Otherwise, what you see on your monitor might not be what somebody else sees on their monitor, even with the same NES palette (or NTSC R-Y and so on settings). In particular, setting up a color temperature (a.k.a. "white point") that is too blue is probably the reason why you don't find oversaturated colors looking oversaturated on your monitor. :)

by on (#44848)
i just tried out a few carts and nestopia's default settings with the NTSC filter applied does not always give accurate colors.. the most noticable is $22 having way too much red (looks purplish) on nestopia

Drag's settings were pretty good though i thought everything was a bit too white and washed out

by on (#44851)
Someone-tris had "dumped" a NES palette and it's currently in use by a certain emulator. ;) So, what's up?

by on (#44855)
About the never the same colour thing. It was because older tv's often lost sync with the colour carrier. (or something like that) Newer tv's are alot better at this but can stil sometimes lose the signal (in theory) But its definitly true. (pal fixes this by rotating the colour carrier 180 degrees every frame (or was it line?) )

by on (#44893)
not every frame, but every line ;) PAL stands for Phase Aternating Line

by on (#46004)
just got a power pak.. nestopia's palette is way off. there was no green at all in those brown colors.. fceud seems like it's pretty accurate, though not perfect.

by on (#46007)
frantik wrote:
just got a power pak.. nestopia's palette is way off. there was no green at all in those brown colors

With or without the NTSC filter?

I've noticed that I need different hue settings to make Nestopia with the NTSC filter match my NES on the same monitor when viewing $0x colors vs. $2x colors. Should I post the details later?

by on (#46008)
tepples wrote:
frantik wrote:
just got a power pak.. nestopia's palette is way off. there was no green at all in those brown colors

With or without the NTSC filter?


the default ntsc filter settings don't really change the hues on my system.. i mean sure they add noise and whatnot but the basic colors stay the same.
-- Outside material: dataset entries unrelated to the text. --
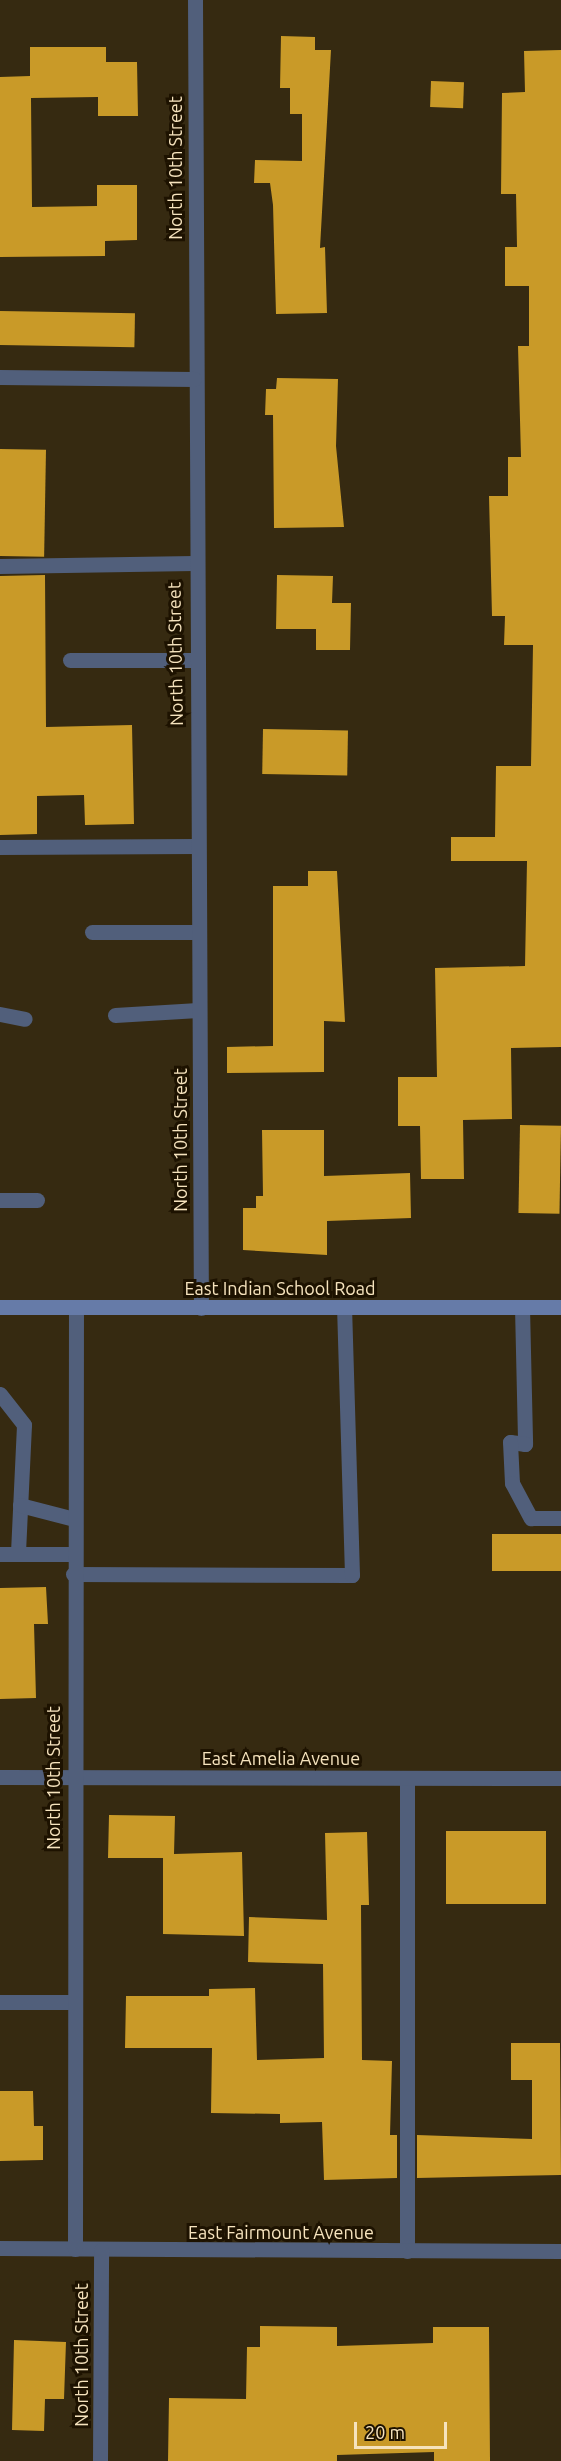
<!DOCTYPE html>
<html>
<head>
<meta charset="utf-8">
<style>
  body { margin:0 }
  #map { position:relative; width:561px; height:2461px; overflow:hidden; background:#362a11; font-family:Ubuntu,sans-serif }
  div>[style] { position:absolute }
  .building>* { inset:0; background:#c99a28; transform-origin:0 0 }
  .service>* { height:15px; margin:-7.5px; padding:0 7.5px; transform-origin:7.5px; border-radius:7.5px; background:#515f7b }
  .minor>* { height:15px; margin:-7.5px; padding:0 7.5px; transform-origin:7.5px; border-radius:7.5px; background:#515f7b }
  .secondary>* { height:15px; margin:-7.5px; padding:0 7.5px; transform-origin:7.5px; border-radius:7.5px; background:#667ba8 }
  span { translate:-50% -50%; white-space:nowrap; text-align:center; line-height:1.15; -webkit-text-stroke:6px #1d1200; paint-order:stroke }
  .street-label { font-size:18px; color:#f6e3bd }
  .scale { position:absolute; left:354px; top:2422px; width:93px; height:27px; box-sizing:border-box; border:3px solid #f6e3bd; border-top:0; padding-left:8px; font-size:18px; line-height:21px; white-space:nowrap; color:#f6e3bd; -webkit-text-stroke:4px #1d1200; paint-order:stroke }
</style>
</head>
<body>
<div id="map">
  <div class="building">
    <div style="clip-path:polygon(281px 36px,315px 37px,315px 50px,331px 50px,320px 248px,325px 247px,327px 313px,276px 314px,273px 205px,270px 183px,254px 183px,255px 160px,302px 161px,302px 114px,290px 114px,290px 88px,280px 88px)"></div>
    <div style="clip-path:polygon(30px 47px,106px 47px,106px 62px,137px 62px,138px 116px,98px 116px,98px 97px,31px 98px,32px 207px,97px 206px,97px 185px,137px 185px,137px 240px,105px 241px,105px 256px,0 257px,0 77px,30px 76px)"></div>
    <div style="clip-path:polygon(561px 50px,561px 1047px,511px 1048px,512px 1119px,463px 1120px,464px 1179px,421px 1179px,420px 1126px,398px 1126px,398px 1077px,437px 1077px,435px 968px,525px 966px,527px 861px,451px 861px,451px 837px,495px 837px,496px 766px,531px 766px,533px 645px,504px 645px,505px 616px,492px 616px,489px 496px,508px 496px,508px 457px,521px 457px,518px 346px,529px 346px,529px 286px,505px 286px,505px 247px,517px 247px,516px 194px,501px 194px,502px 93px,525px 92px,524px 51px)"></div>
    <div style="left:431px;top:81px;width:33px;height:26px;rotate:2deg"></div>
    <div style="left:0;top:311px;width:135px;height:34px;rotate:1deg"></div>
    <div style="clip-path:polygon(277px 378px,338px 379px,336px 446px,344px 527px,274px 528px,273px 415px,265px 415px,266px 389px,276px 389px)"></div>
    <div style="left:0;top:449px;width:46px;height:107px;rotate:1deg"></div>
    <div style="clip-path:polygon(45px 575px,46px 727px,132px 725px,134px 824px,85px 825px,84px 795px,37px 796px,37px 834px,0 835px,0 576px)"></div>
    <div style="clip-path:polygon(277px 575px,333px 576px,332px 603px,351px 603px,350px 650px,316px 650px,316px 629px,276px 629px)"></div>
    <div style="left:263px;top:729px;width:85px;height:45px;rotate:1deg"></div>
    <div style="clip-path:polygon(308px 871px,337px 871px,345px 1022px,324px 1021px,324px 1072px,227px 1073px,227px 1047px,273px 1046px,273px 886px,308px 886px)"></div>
    <div style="left:520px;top:1125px;width:41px;height:88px;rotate:1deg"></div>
    <div style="clip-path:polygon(262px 1130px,324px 1130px,324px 1176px,410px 1173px,411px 1218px,327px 1221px,327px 1255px,243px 1250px,243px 1208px,256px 1208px,256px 1196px,263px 1196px)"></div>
    <div style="left:492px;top:1534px;width:69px;height:37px"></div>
    <div style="clip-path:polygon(46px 1587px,48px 1624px,34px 1624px,36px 1698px,0 1699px,0 1588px)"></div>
    <div style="clip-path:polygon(109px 1815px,175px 1816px,174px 1854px,242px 1852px,244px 1936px,163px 1934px,163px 1858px,108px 1858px)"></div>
    <div style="left:446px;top:1831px;width:100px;height:73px"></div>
    <div style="clip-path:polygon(367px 1832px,369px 1905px,361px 1905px,362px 2060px,392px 2061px,390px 2135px,397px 2135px,397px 2178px,324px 2180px,322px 2122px,280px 2123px,280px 2114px,211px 2113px,212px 2048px,125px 2048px,126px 1996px,209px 1996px,209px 1989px,255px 1988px,257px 2060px,324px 2058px,323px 1964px,248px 1962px,249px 1917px,327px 1920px,325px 1833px)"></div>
    <div style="clip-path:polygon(511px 2043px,560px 2043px,561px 2175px,417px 2178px,417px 2135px,532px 2139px,532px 2080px,511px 2080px)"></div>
    <div style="clip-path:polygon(0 2091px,33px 2091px,34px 2126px,43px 2126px,43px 2160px,0 2161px)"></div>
    <div style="clip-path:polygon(260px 2326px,337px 2327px,337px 2346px,433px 2343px,433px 2327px,489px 2327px,490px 2461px,434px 2461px,434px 2452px,337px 2455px,337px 2461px,168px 2461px,169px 2398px,246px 2399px,247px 2347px,260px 2347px)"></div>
    <div style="clip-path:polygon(14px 2340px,66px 2342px,64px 2399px,45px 2399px,44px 2431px,12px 2430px)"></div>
  </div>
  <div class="service">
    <div style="left:0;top:566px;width:194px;rotate:-0.9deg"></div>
    <div style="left:70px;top:660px;width:125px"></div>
    <div style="left:0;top:847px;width:197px;rotate:-0.3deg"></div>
    <div style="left:92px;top:932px;width:105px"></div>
    <div style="left:0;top:1014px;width:25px;rotate:11deg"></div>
    <div style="left:115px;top:1015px;width:83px;rotate:-3.4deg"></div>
    <div style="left:0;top:1200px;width:37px"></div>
    <div style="left:522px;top:1307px;width:137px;rotate:88.7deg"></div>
    <div style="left:525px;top:1444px;width:15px;rotate:-172deg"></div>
    <div style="left:510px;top:1442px;width:41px;rotate:87.2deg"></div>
    <div style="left:512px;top:1483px;width:40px;rotate:62deg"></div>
    <div style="left:531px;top:1518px;width:30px"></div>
    <div style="left:0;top:1394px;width:39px;rotate:52deg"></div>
    <div style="left:24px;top:1425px;width:129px;rotate:92.7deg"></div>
    <div style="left:20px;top:1505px;width:56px;rotate:14.5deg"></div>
    <div style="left:0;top:1554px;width:74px"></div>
    <div style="left:73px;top:1574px;width:279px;rotate:0.2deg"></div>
    <div style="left:352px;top:1575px;width:268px;rotate:-91.7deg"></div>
    <div style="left:407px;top:1778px;width:473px;rotate:90deg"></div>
    <div style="left:0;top:2002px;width:73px"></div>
  </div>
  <div class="minor">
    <div style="left:195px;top:0;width:1308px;rotate:89.74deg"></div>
    <div style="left:0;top:377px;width:194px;rotate:0.6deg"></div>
    <div style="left:0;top:1777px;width:561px;rotate:0.1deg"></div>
    <div style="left:0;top:2248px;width:561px;rotate:0.31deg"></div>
    <div style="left:75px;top:2249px;width:942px;rotate:-89.94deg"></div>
    <div style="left:100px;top:2461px;width:211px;rotate:-89.7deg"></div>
  </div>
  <div class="secondary">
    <div style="left:0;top:1307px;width:561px"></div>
  </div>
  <div class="street-label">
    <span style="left:175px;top:168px;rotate:-90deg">North 10th Street</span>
    <span style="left:175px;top:654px;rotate:-91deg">North 10th Street</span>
    <span style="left:180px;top:1140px;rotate:-90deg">North 10th Street</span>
    <span style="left:280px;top:1288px">East Indian School Road</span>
    <span style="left:281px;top:1758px">East Amelia Avenue</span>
    <span style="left:53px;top:1778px;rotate:-90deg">North 10th Street</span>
    <span style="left:281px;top:2232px">East Fairmount Avenue</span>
    <span style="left:81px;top:2355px;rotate:-90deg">North 10th Street</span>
  </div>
  <div class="scale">20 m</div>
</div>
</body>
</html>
I didn't do any extensive testing, just played thru my hack a bit. FCEUD's colors are pretty good, but they're a little too "complimentary" in the sense that the colors on fceud actually look better than the colors on the nes. on my tv, the darker colors, especially browns and greens have a lot more black in them than on fceud

by on (#46028)
The hues of the $x2 and $x8 colors are a bit unreliable. Some TVs render $x2 colors closer to cyan than violet, and $x8 colors closer to orange than green. Other TVs render $x2 colors closer to violet than cyan, and $x8 colors closer to green than orange. The canonical NTSC color encoder is the latter, but someone here said TVs that comply with canonical encoder are uncommon.